Pr Floret : Le nombre d'antibiotiques n'est certainement pas illimité, mais les possibilités sont néanmoins grandes. On arrive certainement au bout des familles d'antibiotiques actuelles mais il existe toute une série de familles possibles qui n'ont pas encore été explorées. Nous ne sommes pas encore le dos au mur, ce qui ne veut pas dire qu'il ne faut pas être vigilant et qu'il ne faut pas lutter contre l'usage immodéré des antibiotiques.
Doctissimo : Cette augmentation du nombre de résistances risque-t-elle d'entraîner la résurgence de maladies disparues ?
Pr Floret : Les maladies d'origine bactérienne, telles que la tuberculose, la diphtérie, le tétanos ou la coqueluche n'ont pas disparu (ou vu leur incidence baisser) grâce aux antibiotiques. Ce sont principalement les campagnes de vaccination qui ont permis de les faire disparaître. L'augmentation du taux de résistances aux antibiotiques n'entraînera donc pas la résurgence de ces maladies.
Doctissimo : Comment lutter contre l'apparition de résistances aux antibiotiques ?
Pr Floret : Le principal problème est la prescription inadaptée : on continue de traiter de façon massive des maladies dont on sait pertinemment qu'elles sont dues à des virus. C'est inadmissible. Pourtant, une prescription adaptée, comme en Islande par exemple, permet de faire baisser fortement le taux de résistance.
Il y a également le problème de l'utilisation massive d'antibiotiques dans les élevages industriels. Ces traitements sont utilisés contre les épidémies dont l'évolution est favorisée par le rassemblement de milliers d'animaux. De plus, certains antibiotiques sont utilisés comme facteurs de croissance sur les animaux.
Cette utilisation provoque l'apparition de germes résistants qui peuvent être transmis à l'homme. Le problème a été constaté aux Etats-Unis : une variété d'entérocoques (bactéries de l'intestin) résistantes à la plupart des antibiotiques ont été trouvées chez des patients qui n'avaient pas reçu ce type de traitement. Cette résistance n'avait pu apparaître que chez l'animal et avant de passer chez l'homme par l'alimentation.
Il est normal d'utiliser des antibiotiques pour soigner les animaux malades, mais cette utilisation doit être contrôlée afin d'éviter les abus.
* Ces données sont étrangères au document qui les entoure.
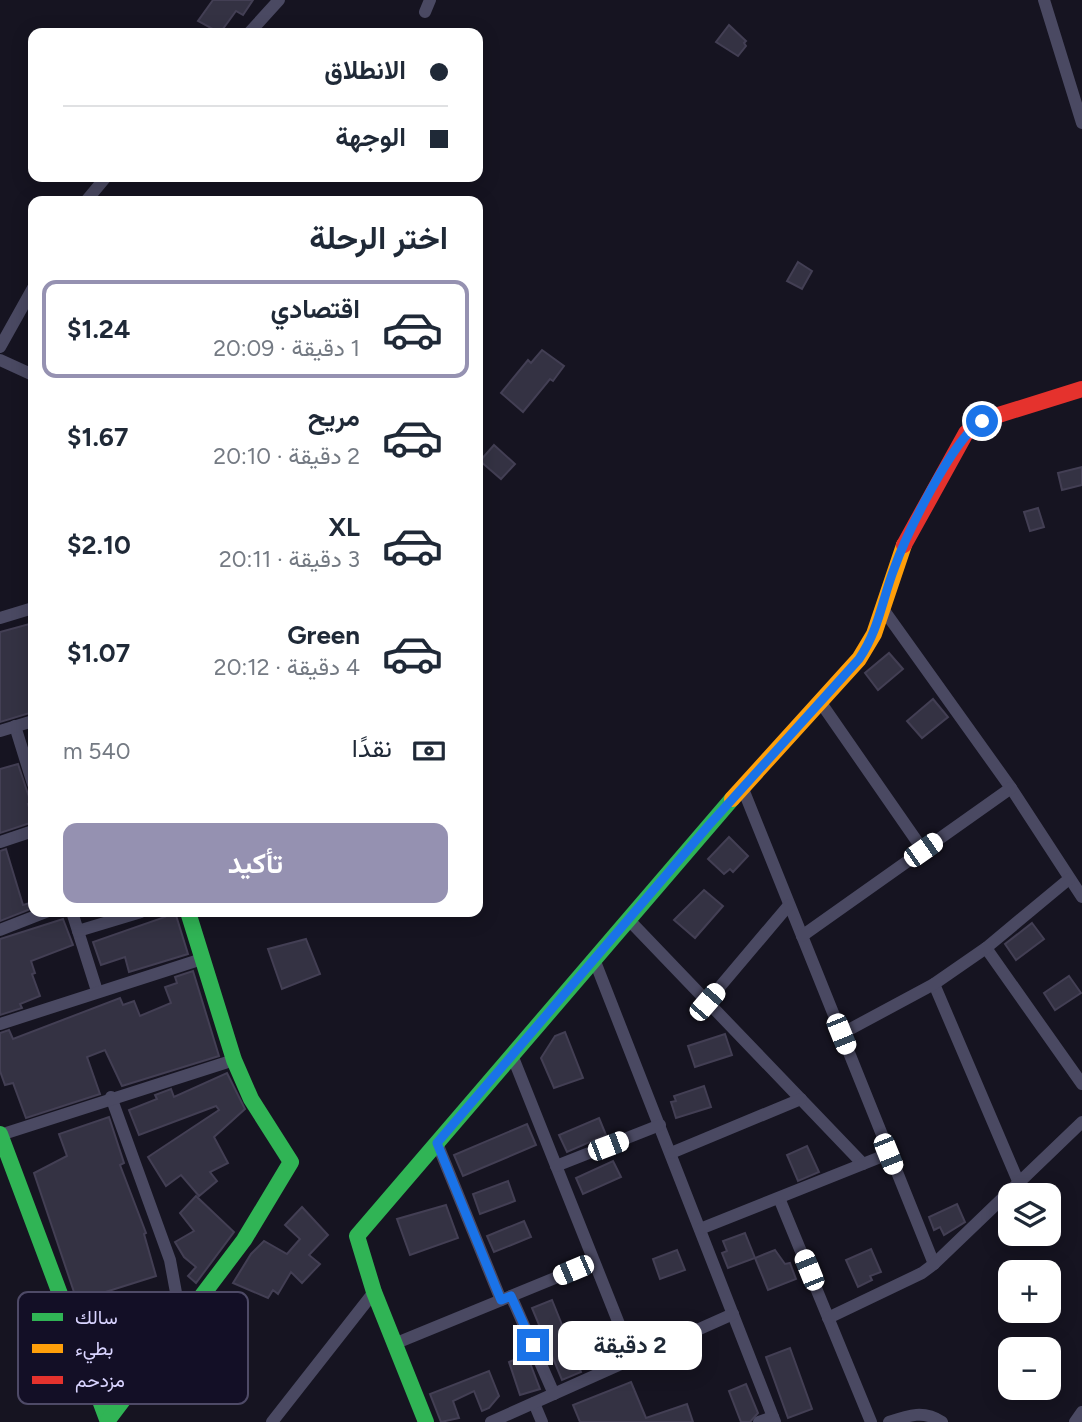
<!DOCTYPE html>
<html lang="ar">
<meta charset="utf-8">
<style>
:root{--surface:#fff;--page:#f2f2f3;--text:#1f2937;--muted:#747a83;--line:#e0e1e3;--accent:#9591b1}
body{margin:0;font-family:Figtree,Vazirmatn,sans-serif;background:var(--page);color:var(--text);direction:rtl;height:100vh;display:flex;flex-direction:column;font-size:26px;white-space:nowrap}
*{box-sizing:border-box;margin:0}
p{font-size:23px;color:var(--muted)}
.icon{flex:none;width:38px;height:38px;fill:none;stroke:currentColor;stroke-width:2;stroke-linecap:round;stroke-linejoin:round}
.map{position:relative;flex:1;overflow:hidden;direction:ltr}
.details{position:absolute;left:28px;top:196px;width:455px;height:721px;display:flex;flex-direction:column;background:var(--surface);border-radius:14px;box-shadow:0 4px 18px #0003;direction:rtl}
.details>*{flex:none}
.guide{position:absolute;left:28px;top:28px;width:455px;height:154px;border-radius:14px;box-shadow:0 4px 18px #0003;direction:rtl;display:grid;align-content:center;height:154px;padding:0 35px;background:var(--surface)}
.tools{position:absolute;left:998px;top:1183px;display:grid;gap:14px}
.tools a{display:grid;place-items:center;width:63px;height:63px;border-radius:14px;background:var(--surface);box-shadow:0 4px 18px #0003;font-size:35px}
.end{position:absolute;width:32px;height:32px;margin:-16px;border:9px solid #1a73e8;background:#fff;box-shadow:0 0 0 4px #fff}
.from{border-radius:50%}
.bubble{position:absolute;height:49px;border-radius:14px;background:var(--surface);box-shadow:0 4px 18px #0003;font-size:23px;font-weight:700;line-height:49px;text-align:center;direction:rtl}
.car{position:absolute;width:21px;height:42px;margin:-21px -10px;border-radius:9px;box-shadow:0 0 5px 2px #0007;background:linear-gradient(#fff 24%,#345 0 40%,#fff 0 76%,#345 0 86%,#fff 0)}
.guide b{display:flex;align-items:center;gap:24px;height:66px;font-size:26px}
.guide b+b{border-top:2px solid var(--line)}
.guide i{width:18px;height:18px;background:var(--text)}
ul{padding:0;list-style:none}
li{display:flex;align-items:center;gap:21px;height:98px;margin:0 14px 10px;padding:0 21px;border:4px solid transparent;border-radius:14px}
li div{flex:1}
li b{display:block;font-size:26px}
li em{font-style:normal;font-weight:700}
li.current{border-color:var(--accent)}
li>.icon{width:63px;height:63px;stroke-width:1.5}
h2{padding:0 35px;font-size:32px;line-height:84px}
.pay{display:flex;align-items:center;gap:18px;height:77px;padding:0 35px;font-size:26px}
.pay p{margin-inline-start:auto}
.button{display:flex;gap:14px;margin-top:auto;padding:14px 35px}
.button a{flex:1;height:80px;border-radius:14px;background:var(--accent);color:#fff;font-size:28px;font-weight:700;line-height:80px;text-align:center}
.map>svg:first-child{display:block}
.building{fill:#343243;stroke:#433f54;stroke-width:2}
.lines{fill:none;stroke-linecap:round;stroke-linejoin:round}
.street{stroke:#4a4962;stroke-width:12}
.fast{stroke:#30b455;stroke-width:16}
.slow{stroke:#ff9f0a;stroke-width:16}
.jam{stroke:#e5322d;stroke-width:16}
.route{stroke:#1a73e8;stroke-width:9}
.key{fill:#130f26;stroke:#4e4a67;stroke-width:2}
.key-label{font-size:19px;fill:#d9d4ff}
</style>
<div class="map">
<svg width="1082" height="1422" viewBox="0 0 1082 1422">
<rect width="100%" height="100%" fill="#161421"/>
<g class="building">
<polygon points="213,0 253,0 243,15 236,11 220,33 198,21"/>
<polygon points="729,25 746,41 744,43 746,46 738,56 716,42"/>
<polygon points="798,262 812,271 802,289 787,281"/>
<polygon points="542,350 564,366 553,381 550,379 523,412 501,393 528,360 531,363"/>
<polygon points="494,445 515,464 501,479 480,461"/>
<polygon points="1082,467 1082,485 1062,490 1058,473"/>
<polygon points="1038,508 1044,527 1030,531 1024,512"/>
<polygon points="33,623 33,712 0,722 0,632"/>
<polygon points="889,653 903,669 878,690 865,673"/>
<polygon points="933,699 948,717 922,738 907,721"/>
<polygon points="18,764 31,803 28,804 33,822 0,833 0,769"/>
<polygon points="729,837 748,856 733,872 730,869 724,874 708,859"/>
<polygon points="6,849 23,905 33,902 33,908 0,921 0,851"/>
<polygon points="704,890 723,906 695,938 674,920"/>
<polygon points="163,912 175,912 188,954 129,972 125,957 101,965 93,942 165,917"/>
<polygon points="63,919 73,945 31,961 35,973 32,974 40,996 20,1004 22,1008 0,1015 0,939"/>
<polygon points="1032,923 1044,939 1016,960 1005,944"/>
<polygon points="306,939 320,974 282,989 268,949"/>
<polygon points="193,971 219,1056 122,1086 105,1050 87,1057 100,1094 26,1118 13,1083 5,1085 0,1071 0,1033 9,1030 13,1039 120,998 123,1005 134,1001 140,1016 171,1003 165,987 177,983 175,977"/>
<polygon points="1069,976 1081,993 1055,1010 1044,993"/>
<polygon points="565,1032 583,1078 554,1088 541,1058 555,1036"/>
<polygon points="725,1034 732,1055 695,1067 688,1046"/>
<polygon points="227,1073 245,1109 214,1137 228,1163 210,1172 217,1181 199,1196 181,1175 166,1186 148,1157 219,1110 216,1106 139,1135 129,1110 157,1099 155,1095 171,1089 174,1097"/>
<polygon points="704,1086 711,1107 676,1118 671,1102 676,1101 674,1096"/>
<polygon points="109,1117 124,1163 120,1165 146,1233 144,1234 156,1276 77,1301 34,1173 67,1156 59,1134"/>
<polygon points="599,1118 606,1135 567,1152 559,1135"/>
<polygon points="527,1124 536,1145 463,1176 454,1155"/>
<polygon points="807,1146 819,1172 798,1181 787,1155"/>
<polygon points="613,1161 621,1177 583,1194 576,1178"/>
<polygon points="508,1181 515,1201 480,1214 473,1194"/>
<polygon points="196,1196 234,1232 196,1283 188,1276 196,1267 184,1257 175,1242 194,1231 180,1213"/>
<polygon points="957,1204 965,1222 944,1235 940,1227 934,1230 929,1217"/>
<polygon points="446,1205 458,1238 410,1255 397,1219"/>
<polygon points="302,1207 328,1235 309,1255 320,1264 302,1283 291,1272 278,1294 273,1290 268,1298 233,1283 251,1254 264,1241 287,1254 300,1239 285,1225"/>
<polygon points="524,1221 531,1237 494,1252 487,1236"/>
<polygon points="745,1233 755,1258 728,1268 722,1253 727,1251 723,1241"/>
<polygon points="871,1249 881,1272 870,1276 872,1280 858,1287 846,1260"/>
<polygon points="677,1250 685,1270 660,1279 653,1259"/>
<polygon points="775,1250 785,1264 790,1263 796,1279 768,1290 755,1258"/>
<polygon points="552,1300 581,1372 562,1380 532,1308"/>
<polygon points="790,1348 812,1409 788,1418 766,1357"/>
<polygon points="527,1355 540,1389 520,1395 509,1362"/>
<polygon points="489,1371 499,1396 489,1408 482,1411 474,1391 453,1401 459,1418 441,1422 430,1394"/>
<polygon points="631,1382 646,1418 687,1404 693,1422 580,1422 573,1405"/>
<polygon points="746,1384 758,1413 750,1422 741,1422 729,1391"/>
</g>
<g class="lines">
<g class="street">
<polyline points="1044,0 1082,123"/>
<polyline points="425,12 430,0"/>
<polyline points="249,33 279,0"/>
<polyline points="86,201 106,177"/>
<polyline points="0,347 33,288"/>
<polyline points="0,360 33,375"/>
<polyline points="883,609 1011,788 1082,897"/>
<polyline points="0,618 33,608"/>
<polyline points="821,703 923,850"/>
<polyline points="15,726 33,784"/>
<polyline points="0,731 33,721"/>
<polyline points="743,789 934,1264"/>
<polyline points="0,842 33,831"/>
<polyline points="72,912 97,991"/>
<polyline points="628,919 863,1164"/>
<polyline points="0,930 46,912"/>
<polyline points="78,931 141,912"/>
<polyline points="802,936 1011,788"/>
<polyline points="986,948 1082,1084"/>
<polyline points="594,959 775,1422"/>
<polyline points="934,984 1018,1181"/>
<polyline points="707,1002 789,905"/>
<polyline points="0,1024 202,959"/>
<polyline points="841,1034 934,984 986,948 1069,879"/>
<polyline points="512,1055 633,1359"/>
<polyline points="111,1097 170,1260 177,1298 172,1333"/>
<polyline points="0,1135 234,1060"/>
<polyline points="437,1143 501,1300"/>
<polyline points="671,1153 801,1099"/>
<polyline points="556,1166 660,1125"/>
<polyline points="779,1198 871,1422"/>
<polyline points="700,1229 888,1154"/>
<polyline points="511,1296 554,1394"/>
<polyline points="828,1318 922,1273 934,1264 1082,1122"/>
<polyline points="394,1344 594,1262"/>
<polyline points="534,1403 542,1422"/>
<polyline points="272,1422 374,1292"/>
<polyline points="491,1422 733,1314"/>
<polyline points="759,1422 773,1417"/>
<path d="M889,1422C909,1415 924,1410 942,1422"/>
<polyline points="1075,1422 1082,1412"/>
</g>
<g class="fast">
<polyline points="0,1134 108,1422"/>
<polyline points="108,1420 244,1240 291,1162 251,1099 234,1060 188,912"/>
<polyline points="426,1422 374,1292 357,1236 732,799"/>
</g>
<polyline class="slow" points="732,799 859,659 874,634 904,545"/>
<polyline class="jam" points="904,545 966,433 989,418 1082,389"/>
</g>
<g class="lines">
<path class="route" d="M533,1345L511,1296L501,1300L437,1143L709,825L859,659C879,630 882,600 894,569C906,535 953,438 982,421"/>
</g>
<rect x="18" y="1292" width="230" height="112" rx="10" class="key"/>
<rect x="32" y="1313" width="31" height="8" fill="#30b455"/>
<rect x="32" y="1344" width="31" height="9" fill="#ff9f0a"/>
<rect x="32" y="1376" width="31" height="8" fill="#e5322d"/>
<g class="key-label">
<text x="75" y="1324">سالك</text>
<text x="75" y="1355">بطيء</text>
<text x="75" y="1387">مزدحم</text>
</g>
</svg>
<div class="tools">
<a><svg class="icon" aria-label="layers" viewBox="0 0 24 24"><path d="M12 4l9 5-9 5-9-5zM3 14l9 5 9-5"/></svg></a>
<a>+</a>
<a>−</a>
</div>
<i class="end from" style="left:982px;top:421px"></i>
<i class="end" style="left:533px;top:1345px"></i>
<div class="bubble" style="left:558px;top:1321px;width:144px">2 دقيقة</div>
<i class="car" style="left:923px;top:850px;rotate:55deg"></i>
<i class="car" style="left:707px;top:1002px;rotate:41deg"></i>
<i class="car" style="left:841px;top:1034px;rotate:158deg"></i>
<i class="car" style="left:608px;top:1146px;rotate:69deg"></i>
<i class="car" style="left:888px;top:1154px;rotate:158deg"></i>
<i class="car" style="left:573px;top:1270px;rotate:247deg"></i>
<i class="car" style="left:809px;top:1270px;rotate:338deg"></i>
<div class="guide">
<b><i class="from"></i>الانطلاق</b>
<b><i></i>الوجهة</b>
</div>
<section class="details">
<h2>اختر الرحلة</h2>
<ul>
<li class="current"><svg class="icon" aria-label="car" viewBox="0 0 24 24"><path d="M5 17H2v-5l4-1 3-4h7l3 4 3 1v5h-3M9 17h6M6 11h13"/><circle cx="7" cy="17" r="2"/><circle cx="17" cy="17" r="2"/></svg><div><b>اقتصادي</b><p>1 دقيقة · 20:09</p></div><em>$1.24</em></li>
<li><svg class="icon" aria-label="car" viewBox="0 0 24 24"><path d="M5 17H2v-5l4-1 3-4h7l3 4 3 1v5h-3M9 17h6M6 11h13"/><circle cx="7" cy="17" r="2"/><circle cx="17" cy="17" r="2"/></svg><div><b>مريح</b><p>2 دقيقة · 20:10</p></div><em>$1.67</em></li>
<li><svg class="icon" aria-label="car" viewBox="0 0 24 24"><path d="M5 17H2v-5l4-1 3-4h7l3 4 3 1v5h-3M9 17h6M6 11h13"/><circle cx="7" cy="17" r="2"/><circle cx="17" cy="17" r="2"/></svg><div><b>XL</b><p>3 دقيقة · 20:11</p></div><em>$2.10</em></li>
<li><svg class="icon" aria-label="car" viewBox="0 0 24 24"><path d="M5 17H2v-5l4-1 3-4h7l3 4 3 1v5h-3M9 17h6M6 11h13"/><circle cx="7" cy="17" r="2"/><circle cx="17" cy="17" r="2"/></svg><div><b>Green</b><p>4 دقيقة · 20:12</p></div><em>$1.07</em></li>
</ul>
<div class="pay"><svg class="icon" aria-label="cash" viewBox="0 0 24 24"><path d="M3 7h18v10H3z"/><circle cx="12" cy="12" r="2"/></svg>نقدًا<p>540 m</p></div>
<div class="button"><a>تأكيد</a></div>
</section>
</div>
C'est d'ailleurs le rôle de l'Agence française de sécurité sanitaire des aliments.
Doctissimo : Vous avez réalisé une étude sur l'apparition de germes résistants aux antibiotiques dans les crèches. Pourquoi s'intéresser particulièrement à ces établissements ?
Pr Floret : Lorsque les enfants sont en crèche, ils ont beaucoup plus d'infections, notamment d'origine virale, que ceux gardés à domicile. Or ces infections virales entraînent de manière systématique des prescriptions d'antibiotiques. Certains médecins en donnent à l'enfant dès qu'ils observent de la fièvre. De plus, les familles sont également responsables : les parents ont en général un problème de garde et souhaitent donc que leur enfant se rétablisse rapidement. A cause d'un manque d'information, ils demandent la prescription d'antibiotiques, pensant que leur enfant va guérir plus vite. En crèche, 70% des rhinopharyngites, atteinte d'origine virale, sont ainsi traitées par des antibiotiques. Cette utilisation massive fait apparaître chez certains enfants des germes résistants. Ceux-ci vont les transmettre aux autres enfants ainsi qu'a leur famille. La crèche devient ainsi un lieu d'apparition et de dissémination de bactéries résistantes aux antibiotiques.